[The Cross-Cut by Courtney Ryley Cooper]@TWC D-Link bookThe Cross-Cut CHAPTER III 7/18
Higher! The chortling truck gasped at the curves and tugged on the straightaway, but Robert Fairchild had ceased to hear.
His every attention was centered on the tremendous stage unfolded before him, the vast stretches of the plains rolling away beneath, even into Kansas and Wyoming and Nebraska, hundreds of miles away, plains where once the buffalo had roamed in great, shaggy herds, where once the emigrant trains had made their slow, rocking progress into a Land of Heart's Desire; and he began to understand something of the vastness of life, the great scope of ambition; new things to a man whose world, until two weeks before, had been the four chalky walls of an office. Cool breezes from pine-fringed gulches brushed his cheek and smoothed away the burning touch of a glaring sun; the truck turned into the hairpin curves of the steep ascent, giving him a glimpse of deep valleys, green from the touch of flowing streams, of great clefts with their vari-hued splotches of granite, and on beyond, mound after mound of pine-clothed hills, fringing the peaks of eternal snow, far away. The blood suddenly grew hot in Fairchild's veins; he whistled, he repressed a wild, spasmodic desire to shout.

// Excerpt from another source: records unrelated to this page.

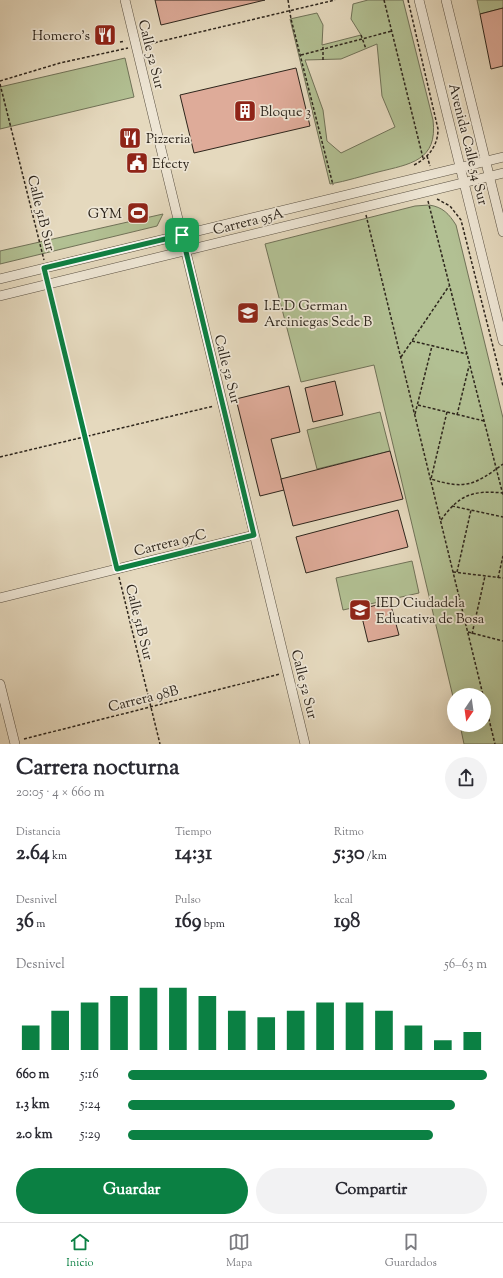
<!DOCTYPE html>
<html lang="es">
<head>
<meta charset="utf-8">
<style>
	body { margin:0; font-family:"Sorts Mill Goudy",serif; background:#f2f2f3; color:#2b2b33; height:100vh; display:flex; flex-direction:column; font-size:15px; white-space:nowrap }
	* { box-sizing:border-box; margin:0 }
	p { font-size:13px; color:#7c7c81 }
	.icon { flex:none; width:22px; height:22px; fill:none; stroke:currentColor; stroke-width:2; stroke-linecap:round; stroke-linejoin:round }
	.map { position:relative; height:744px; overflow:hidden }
	.side { display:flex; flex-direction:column; background:#fff; flex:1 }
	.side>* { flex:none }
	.needle { width:26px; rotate:193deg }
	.controls { position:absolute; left:447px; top:688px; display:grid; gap:8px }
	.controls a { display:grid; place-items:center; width:44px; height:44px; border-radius:50%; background:#fff; box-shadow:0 4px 16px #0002; font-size:20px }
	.pin { position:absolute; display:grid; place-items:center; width:34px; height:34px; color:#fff; margin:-17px; border-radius:8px; box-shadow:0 2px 6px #0006 }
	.round { display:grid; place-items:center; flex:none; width:42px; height:42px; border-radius:21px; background:#f2f2f3 }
	.headline { display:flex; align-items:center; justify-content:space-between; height:68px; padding:0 16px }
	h1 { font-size:22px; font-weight:800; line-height:30px }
	.metrics { display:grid; grid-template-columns:repeat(3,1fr); gap:6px; height:68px; padding:4px 16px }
	.metrics div { display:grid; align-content:center }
	.metrics b { font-size:20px; font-weight:800 }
	.metrics small { font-size:11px; font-weight:400 }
	.metrics p { font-size:11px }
	.chart { height:112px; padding:8px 16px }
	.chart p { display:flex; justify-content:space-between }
	.chart svg { width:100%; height:72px; margin-top:4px; stroke:#0b8043; stroke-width:6 }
	.cta { display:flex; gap:8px; margin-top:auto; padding:8px 16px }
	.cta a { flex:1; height:46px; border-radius:24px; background:#0b8043; color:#fff; font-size:16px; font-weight:800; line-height:46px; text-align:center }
	.cta a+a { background:#f2f2f3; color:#2b2b33 }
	ul { padding:0 16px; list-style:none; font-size:13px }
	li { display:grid; grid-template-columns:64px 48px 1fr; align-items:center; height:30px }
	li i { height:10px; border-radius:5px; background:#0b8043 }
	.tab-bar { display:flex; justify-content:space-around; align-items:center; height:56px; border-top:1px solid #e1e1e2; background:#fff; font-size:11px; color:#7c7c81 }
	.tab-bar a { display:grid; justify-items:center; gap:2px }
	.tab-bar .on { color:#0b8043 }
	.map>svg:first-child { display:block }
	.green { fill:#b2c093; stroke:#707258; fill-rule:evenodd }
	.building { fill:#deab99; stroke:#2d251c }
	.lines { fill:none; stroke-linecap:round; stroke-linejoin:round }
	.minor-casing { stroke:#5b5244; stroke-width:10 }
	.path { stroke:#2d251c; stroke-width:1.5; stroke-dasharray:3 2; stroke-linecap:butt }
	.minor { stroke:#eee6d5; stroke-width:9 }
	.route-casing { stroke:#fff; stroke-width:8 }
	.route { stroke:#0b8043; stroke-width:5 }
	.labels { text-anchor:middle; stroke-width:3.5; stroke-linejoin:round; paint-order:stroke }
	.poi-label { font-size:14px; fill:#2d251c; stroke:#eee6d5; text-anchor:start }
	.street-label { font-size:14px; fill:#2d251c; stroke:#eee6d5 }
</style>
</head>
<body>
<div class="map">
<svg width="503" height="744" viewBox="0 0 503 744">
	<rect width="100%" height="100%" fill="#e5d9be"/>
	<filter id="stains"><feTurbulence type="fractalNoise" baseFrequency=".005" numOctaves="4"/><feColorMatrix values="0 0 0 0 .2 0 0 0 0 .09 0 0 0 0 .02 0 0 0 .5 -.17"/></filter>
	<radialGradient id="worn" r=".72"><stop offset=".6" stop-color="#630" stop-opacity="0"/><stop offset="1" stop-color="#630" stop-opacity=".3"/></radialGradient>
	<g class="green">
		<path d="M 368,0 L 403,0 L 433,120 C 438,161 410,164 378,172 C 362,176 347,181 330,184 L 290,19 L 317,13 L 323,25 L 322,45 L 361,35 L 351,19 L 353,4 ZM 377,44 L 382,96 L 395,127 L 341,153 L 327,141 L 323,110 L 305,60 L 341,59 Z"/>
		<path d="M 477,0 L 503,0 L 503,8 L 480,14 Z"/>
		<path d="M 125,58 L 134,97 L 0,129 L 0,87 Z"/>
		<path d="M 429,205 C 443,207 449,214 456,225 L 503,418 L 503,744 L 464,744 L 460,725 L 484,725 L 484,695 L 454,695 L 454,701 L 374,365 L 301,382 L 265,244 L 415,206 Z"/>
		<path d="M 163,214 L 157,226 L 0,264 L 0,251 Z"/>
		<path d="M 380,412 L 390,451 L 317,469 L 307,430 Z"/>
		<path d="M 412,561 L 419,593 L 343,610 L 336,578 Z"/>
	</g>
	<g class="building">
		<path d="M 155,0 L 265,0 L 161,25 Z"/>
		<path d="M 503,8 L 503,66 L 491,69 L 480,14 Z"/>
		<path d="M 296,68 L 310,126 L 194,153 L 180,95 Z"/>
		<path d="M 335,381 L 343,415 L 313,422 L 305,388 Z"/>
		<path d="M 289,386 L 300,432 L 271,439 L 284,490 L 260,496 L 236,399 Z"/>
		<path d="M 390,451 L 403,499 L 293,526 L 281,479 Z"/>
		<path d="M 398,510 L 408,547 L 306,573 L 296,537 Z"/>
		<path d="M 390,602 L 399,635 L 368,642 L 360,609 Z"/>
	</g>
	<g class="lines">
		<g class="minor-casing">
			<g id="minor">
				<path d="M 125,0 L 305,744"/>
				<path d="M 419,0 L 503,341"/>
				<path d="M 446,0 L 503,232"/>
				<path d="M 0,279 L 503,157"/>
				<path d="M 0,296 L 503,173"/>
				<path d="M 0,598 L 254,535"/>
				<path d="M 0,684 L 15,744"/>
			</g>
		</g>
		<g class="path">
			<path d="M 288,0 L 291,19 L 333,185"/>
			<path d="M 384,0 L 423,158"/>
			<path d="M 408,0 L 438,129 C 438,146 428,158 414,165"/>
			<path d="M 361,35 L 366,49"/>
			<path d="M 142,37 L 148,35"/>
			<path d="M 120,42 L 125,41"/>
			<path d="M 145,45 L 335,0"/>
			<path d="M 301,55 L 392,31"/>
			<path d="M 323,60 L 323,45"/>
			<path d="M 0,81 L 60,63 L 128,48"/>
			<path d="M 0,84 L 44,260"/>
			<path d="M 427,156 L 430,166"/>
			<path d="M 437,199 L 450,206 L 461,220 L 503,386"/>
			<path d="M 428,201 L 503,495"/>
			<path d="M 366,215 L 483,695"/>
			<path d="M 50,293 L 115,560"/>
			<path d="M 412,341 L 467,354"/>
			<path d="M 401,357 L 449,286"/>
			<path d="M 418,405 L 484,421"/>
			<path d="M 447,412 L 431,479 C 465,490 475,485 503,464"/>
			<path d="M 415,414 L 432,346"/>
			<path d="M 457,415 L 469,366"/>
			<path d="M 0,457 L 214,406"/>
			<path d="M 452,506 L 503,517"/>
			<path d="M 441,520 C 459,495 472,490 503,493"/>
			<path d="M 453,572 L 503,578"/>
			<path d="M 457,572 L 471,510"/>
			<path d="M 119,577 L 160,744"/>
			<path d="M 498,578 L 503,556"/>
			<path d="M 468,632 L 503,641"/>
			<path d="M 472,634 L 485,576"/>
			<path d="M 484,699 L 495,744"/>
			<path d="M 24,739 L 280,674"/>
		</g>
		<use href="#minor" class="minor"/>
	</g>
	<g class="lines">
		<g class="route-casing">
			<path id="route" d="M 182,235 L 254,535 L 117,569 L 44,268 Z"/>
		</g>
		<use href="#route" class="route"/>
	</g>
	<defs>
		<g id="restaurant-square" transform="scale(1.15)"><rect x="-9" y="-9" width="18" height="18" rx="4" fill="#8f2418" stroke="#eee6d5"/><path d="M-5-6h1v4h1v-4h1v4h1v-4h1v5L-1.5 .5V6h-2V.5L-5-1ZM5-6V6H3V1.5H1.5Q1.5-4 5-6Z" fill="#fff"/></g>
		<g id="building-square" transform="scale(1.15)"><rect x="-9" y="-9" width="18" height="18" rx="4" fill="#8f2418" stroke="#eee6d5"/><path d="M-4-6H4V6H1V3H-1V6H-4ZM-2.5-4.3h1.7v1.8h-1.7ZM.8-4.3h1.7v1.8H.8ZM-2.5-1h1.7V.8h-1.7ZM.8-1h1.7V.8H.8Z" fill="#fff"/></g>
		<g id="civic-square" transform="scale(1.15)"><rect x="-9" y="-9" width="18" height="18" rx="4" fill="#8f2418" stroke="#eee6d5"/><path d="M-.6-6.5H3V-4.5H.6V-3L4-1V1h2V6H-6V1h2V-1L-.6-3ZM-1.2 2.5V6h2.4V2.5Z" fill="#fff"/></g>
		<g id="stadium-square" transform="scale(1.15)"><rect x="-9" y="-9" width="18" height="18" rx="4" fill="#8f2418" stroke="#eee6d5"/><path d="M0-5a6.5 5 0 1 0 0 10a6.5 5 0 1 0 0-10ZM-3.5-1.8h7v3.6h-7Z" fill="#fff"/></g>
		<g id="school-square" transform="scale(1.15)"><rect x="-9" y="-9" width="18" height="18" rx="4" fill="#8f2418" stroke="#eee6d5"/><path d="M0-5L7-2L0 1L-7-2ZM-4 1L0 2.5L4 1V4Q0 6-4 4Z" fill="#fff"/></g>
	</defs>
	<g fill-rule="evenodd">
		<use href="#restaurant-square" x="105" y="35"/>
		<use href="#building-square" x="245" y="111"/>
		<use href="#restaurant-square" x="130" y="138"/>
		<use href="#civic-square" x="137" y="163"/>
		<use href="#stadium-square" x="138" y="213"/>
		<use href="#school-square" x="248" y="313"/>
		<use href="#school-square" x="360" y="610"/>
	</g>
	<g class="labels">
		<g class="poi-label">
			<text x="90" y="40" text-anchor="end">Homero's</text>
			<text x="260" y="116">Bloque 3</text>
			<text x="146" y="143">Pizzeria</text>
			<text x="152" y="168">Efecty</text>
			<text x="122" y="218" text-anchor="end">GYM</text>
			<text x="264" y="310">I.E.D German<tspan x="264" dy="16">Arciniegas Sede B</tspan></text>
			<text x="376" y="607">IED Ciudadela<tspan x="376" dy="16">Educativa de Bosa</tspan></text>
		</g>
		<g class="street-label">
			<text transform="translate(152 54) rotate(76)" y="5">Calle 52 Sur</text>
			<text transform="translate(469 144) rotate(76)" y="5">Avenida Calle 54 Sur</text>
			<text transform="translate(42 213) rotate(76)" y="5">Calle 51B Sur</text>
			<text transform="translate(248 221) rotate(-14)" y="5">Carrera 95A</text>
			<text transform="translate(228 369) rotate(76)" y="5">Calle 52 Sur</text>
			<text transform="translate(170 542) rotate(-14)" y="5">Carrera 97C</text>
			<text transform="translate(140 622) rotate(76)" y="5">Calle 51B Sur</text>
			<text transform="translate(305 684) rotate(76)" y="5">Calle 52 Sur</text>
			<text transform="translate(143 698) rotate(-14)" y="5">Carrera 98B</text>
		</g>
	</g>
	<rect width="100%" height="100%" filter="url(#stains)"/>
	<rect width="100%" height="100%" fill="url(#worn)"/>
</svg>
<div class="controls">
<a><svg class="needle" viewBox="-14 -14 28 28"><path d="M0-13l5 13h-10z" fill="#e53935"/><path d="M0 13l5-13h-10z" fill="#7c7c81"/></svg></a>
</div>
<div class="pin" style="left:182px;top:235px;background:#1e9e55"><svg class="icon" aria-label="arrive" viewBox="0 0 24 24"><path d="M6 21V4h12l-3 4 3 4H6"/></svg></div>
</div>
<section class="side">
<div class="headline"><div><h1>Carrera nocturna</h1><p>20:05 · 4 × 660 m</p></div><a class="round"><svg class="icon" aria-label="share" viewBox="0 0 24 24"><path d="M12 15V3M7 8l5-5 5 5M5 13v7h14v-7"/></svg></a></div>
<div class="metrics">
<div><p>Distancia</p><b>2.64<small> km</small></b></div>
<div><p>Tiempo</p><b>14:31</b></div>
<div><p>Ritmo</p><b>5:30<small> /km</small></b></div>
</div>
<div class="metrics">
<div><p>Desnivel</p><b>36<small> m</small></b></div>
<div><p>Pulso</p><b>169<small> bpm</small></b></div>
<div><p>kcal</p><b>198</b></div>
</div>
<div class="chart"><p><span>Desnivel</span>56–63 m</p>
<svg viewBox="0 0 160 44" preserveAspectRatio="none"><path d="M5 44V29M15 44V20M25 44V15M35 44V11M45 44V6M55 44V6M65 44V11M75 44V20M85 44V24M95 44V20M105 44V15M115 44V15M125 44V20M135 44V29M145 44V38M155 44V33"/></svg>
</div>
<ul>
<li><b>660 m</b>5:16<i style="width:100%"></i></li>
<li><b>1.3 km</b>5:24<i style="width:91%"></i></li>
<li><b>2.0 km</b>5:29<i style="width:85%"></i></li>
</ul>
<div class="cta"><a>Guardar</a><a>Compartir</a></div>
</section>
<nav class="tab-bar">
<a class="on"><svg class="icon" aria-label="home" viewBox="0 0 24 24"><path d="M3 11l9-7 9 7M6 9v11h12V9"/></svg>Inicio</a>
<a><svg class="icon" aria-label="map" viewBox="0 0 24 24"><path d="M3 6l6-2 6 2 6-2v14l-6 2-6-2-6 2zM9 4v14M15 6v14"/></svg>Mapa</a>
<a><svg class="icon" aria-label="saved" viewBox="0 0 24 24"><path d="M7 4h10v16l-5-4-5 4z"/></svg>Guardados</a>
</nav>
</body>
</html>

The spirit that had been the spirit of the determined men of the emigrant trains was his now; he remembered that he was traveling slowly toward a fight--against whom, or what, he knew not--but he welcomed it just the same.
The exaltation of rarefied atmosphere was in his brain; dingy offices were gone forever.
He was free; and for the first time in his life, he appreciated the meaning of the word. Upward, still upward! The town below became merely a checkerboard thing, the lake a dot of gleaming silver, the stream a scintillating ribbon stretching off into the foothills.